The silence on next year’s pay raise continues
House Appropriations Committee remains mum on the possibility of a salary boost.
The House Appropriations Committee advanced a spending bill Wednesday that does not contain a pay raise for federal workers in 2013.
The full panel followed the Financial Services and General Government Subcommittee’s lead and stayed silent on whether to allocate funds for a federal civilian pay boost. The Financial Services and General Government spending bill, approved on a voice vote, typically is the legislative vehicle for annual federal pay provisions. The Senate’s version of the annual appropriations legislation also omitted language on federal pay raises next year.
No lawmakers, including Reps. James Moran, D-Va., and Frank Wolf, R-Va., offered amendments related to a pay raise for federal employees. Moran and Wolf both represent many federal workers in their congressional districts.
The lack of provisions in both the House and Senate bills, which now head to the floor in the two chambers, does not necessarily mean federal workers will not get a pay hike in 2013. If there is not specific language affecting federal salaries in any bills -- either stand-alone or omnibus legislation -- then the president has the authority to determine a raise based on the Employment Cost Index. President Obama in his fiscal 2013 budget recommended a 0.5 percent pay boost for federal workers, but if Congress doesn’t appropriate funds for a pay raise, it’s unclear where he would find the money for an increase, effectively continuing the current freeze. Congress, with the Obama administration’s support, placed federal civilian employees under a two-year pay freeze that began in January 2011.
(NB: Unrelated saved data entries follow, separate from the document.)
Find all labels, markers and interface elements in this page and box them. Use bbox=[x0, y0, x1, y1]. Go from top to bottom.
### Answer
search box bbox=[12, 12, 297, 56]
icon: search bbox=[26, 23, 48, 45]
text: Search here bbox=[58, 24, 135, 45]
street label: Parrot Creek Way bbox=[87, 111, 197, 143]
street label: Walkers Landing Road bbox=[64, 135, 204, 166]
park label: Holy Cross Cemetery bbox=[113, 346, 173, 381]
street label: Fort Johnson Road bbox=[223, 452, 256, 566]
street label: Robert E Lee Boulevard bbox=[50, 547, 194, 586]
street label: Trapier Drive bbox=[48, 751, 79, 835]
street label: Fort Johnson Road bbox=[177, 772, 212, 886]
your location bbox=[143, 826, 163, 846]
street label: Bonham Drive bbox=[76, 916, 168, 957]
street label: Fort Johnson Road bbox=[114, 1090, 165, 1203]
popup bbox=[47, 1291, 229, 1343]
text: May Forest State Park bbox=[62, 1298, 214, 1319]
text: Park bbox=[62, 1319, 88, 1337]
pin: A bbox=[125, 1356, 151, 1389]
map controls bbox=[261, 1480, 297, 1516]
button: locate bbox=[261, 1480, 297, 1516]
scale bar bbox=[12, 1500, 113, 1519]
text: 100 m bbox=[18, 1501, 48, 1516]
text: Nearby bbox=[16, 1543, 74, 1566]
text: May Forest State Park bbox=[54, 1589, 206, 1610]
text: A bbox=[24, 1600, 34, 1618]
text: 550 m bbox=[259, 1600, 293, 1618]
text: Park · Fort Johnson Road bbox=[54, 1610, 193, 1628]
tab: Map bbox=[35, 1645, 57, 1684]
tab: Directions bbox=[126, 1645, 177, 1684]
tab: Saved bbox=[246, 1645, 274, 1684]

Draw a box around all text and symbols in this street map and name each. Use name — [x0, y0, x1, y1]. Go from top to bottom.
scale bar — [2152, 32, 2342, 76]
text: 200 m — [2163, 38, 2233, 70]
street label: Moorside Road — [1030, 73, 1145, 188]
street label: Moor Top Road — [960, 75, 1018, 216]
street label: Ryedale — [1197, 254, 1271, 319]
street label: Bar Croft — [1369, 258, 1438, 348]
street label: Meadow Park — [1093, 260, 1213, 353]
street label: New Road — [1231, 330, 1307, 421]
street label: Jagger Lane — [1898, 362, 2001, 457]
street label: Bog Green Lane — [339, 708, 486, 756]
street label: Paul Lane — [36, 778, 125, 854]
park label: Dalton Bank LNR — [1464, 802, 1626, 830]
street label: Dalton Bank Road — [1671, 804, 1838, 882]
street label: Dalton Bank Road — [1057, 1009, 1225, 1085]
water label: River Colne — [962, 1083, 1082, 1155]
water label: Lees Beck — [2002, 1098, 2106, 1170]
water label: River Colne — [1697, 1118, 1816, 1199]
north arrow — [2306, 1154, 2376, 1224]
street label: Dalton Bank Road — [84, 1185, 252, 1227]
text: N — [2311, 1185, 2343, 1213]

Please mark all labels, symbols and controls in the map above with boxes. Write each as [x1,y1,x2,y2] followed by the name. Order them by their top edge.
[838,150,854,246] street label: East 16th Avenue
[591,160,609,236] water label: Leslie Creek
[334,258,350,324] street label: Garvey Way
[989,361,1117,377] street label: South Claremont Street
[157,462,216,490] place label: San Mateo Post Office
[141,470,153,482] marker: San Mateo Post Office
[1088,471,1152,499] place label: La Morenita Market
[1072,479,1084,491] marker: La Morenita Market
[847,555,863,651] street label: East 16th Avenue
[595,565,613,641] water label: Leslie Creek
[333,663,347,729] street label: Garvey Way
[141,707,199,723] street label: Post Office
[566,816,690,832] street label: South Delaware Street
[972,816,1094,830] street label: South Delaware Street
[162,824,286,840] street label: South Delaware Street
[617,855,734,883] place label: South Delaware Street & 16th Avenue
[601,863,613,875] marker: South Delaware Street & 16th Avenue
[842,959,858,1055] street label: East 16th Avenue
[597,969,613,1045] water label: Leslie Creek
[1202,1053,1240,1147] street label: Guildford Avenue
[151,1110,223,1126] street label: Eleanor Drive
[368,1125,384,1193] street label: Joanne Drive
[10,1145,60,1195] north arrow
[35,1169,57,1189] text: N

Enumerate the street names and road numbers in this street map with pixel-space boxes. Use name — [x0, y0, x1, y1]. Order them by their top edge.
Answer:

The Senate’s Financial Services and General Government spending bill also contains a measure that specifically prohibits political appointees from receiving a pay raise in 2013.
The Financial Services and General Government spending measures, however, are not the only pending bills that affect federal pay. The House-passed Homeland Security spending legislation did not include funding for Obama’s proposed 2013 civilian pay raise. The chamber also passed the Military Construction and Veterans Affairs spending bill, which would starve the Defense and Veterans Affairs departments of funds needed to grant some civilians a pay hike. Obama has threatened to veto both the Homeland Security and the military-VA bills if they reach him.
In addition, the House has voted for other measures that specifically extend the federal pay freeze. The Senate already has rejected some of them, although an extension of the pay freeze by the upper chamber is not out of the question either.